Data items
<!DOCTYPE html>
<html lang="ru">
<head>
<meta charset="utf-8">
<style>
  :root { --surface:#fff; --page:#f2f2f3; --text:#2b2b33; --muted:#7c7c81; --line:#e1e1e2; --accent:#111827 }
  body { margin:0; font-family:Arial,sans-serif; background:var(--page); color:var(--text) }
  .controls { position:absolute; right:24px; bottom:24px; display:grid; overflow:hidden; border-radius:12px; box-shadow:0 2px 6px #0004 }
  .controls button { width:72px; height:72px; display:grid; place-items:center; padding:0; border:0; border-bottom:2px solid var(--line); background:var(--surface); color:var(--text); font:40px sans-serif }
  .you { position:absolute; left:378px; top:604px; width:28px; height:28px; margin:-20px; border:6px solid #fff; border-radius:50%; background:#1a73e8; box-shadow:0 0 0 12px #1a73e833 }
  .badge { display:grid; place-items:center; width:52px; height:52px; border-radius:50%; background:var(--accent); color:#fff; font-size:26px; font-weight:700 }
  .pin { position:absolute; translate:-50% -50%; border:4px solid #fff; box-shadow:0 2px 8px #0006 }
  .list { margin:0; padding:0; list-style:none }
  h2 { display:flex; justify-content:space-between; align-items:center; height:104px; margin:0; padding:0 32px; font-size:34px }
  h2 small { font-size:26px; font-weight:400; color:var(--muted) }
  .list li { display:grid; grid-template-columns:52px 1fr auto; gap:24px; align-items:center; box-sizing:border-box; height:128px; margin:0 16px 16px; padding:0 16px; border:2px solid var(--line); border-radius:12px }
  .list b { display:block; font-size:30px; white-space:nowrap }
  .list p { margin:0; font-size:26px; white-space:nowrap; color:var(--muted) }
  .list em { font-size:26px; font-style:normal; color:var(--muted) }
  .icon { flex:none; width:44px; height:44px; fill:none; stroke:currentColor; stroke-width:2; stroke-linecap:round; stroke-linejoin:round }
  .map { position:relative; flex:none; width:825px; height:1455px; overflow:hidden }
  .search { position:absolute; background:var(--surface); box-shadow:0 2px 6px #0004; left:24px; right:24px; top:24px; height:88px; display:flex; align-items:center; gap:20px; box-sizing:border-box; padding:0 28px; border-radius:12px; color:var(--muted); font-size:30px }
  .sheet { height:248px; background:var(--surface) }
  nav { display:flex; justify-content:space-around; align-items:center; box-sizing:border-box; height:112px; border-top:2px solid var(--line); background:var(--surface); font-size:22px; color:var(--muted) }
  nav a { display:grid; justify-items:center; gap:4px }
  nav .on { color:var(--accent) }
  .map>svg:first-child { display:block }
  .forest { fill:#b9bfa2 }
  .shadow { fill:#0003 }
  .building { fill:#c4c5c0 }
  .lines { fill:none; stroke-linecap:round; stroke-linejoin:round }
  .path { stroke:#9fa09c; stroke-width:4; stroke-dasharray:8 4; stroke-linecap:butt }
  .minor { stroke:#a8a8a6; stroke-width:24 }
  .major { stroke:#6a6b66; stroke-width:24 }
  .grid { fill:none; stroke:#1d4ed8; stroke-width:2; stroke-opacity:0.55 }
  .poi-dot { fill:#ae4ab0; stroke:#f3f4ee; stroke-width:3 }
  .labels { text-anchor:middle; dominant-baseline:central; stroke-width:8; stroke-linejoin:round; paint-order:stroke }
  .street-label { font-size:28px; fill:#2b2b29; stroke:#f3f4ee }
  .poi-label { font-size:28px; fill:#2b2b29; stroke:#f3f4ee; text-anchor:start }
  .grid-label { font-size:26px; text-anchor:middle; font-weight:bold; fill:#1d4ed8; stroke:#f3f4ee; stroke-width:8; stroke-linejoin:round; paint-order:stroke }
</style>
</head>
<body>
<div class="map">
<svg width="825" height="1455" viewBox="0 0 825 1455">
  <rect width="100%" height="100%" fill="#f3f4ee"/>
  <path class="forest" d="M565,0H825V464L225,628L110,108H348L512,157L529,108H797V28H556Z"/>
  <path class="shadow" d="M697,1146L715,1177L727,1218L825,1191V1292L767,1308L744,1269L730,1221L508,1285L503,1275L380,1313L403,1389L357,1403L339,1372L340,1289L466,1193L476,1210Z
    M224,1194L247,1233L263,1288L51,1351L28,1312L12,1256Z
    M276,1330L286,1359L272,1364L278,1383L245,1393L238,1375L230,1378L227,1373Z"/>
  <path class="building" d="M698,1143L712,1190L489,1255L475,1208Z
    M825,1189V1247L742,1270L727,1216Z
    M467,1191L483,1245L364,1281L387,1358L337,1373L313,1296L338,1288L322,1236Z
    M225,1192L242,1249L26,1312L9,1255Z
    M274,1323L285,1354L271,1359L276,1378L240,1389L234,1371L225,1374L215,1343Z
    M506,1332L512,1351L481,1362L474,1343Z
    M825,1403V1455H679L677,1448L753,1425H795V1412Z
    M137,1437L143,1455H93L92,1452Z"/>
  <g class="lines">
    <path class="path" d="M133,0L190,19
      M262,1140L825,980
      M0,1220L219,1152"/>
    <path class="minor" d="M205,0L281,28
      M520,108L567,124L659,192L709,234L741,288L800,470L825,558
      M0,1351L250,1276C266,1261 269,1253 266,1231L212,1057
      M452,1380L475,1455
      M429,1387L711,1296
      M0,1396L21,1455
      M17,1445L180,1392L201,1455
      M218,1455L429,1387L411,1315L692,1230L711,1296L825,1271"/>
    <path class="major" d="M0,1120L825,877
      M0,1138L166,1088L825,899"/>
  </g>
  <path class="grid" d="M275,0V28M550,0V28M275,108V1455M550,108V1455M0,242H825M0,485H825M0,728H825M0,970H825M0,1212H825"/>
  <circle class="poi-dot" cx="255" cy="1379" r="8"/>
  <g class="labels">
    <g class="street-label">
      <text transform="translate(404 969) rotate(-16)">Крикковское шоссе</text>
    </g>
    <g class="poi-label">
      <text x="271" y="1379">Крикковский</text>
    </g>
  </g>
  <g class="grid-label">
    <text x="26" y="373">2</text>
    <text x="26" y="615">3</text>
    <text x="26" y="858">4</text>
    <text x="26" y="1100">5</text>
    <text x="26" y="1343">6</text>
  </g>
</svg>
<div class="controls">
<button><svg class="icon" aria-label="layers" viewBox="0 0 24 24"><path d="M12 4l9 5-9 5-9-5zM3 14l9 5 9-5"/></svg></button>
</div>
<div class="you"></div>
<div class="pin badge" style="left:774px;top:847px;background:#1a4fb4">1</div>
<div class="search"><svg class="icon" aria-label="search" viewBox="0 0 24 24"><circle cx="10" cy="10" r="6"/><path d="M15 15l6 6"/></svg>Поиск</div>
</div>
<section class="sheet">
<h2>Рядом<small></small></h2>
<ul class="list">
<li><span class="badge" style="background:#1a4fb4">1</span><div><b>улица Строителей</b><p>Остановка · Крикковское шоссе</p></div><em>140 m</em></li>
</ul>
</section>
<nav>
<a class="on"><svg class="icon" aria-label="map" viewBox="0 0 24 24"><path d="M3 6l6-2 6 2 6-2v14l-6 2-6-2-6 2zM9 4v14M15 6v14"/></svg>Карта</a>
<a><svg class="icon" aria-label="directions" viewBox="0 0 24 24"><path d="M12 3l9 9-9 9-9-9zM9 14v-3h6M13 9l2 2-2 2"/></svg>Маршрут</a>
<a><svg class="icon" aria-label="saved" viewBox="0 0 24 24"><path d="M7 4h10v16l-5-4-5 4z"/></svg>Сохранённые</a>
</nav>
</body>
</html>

| The task |
Starting at the first line of the records above, please copy every line exactly through the line containing "position:absolute; right:24px; bottom:24px;", and stop there.

| Task output |
<!DOCTYPE html>
<html lang="ru">
<head>
<meta charset="utf-8">
<style>
  :root { --surface:#fff; --page:#f2f2f3; --text:#2b2b33; --muted:#7c7c81; --line:#e1e1e2; --accent:#111827 }
  body { margin:0; font-family:Arial,sans-serif; background:var(--page); color:var(--text) }
  .controls { position:absolute; right:24px; bottom:24px; display:grid; overflow:hidden; border-radius:12px; box-shadow:0 2px 6px #0004 }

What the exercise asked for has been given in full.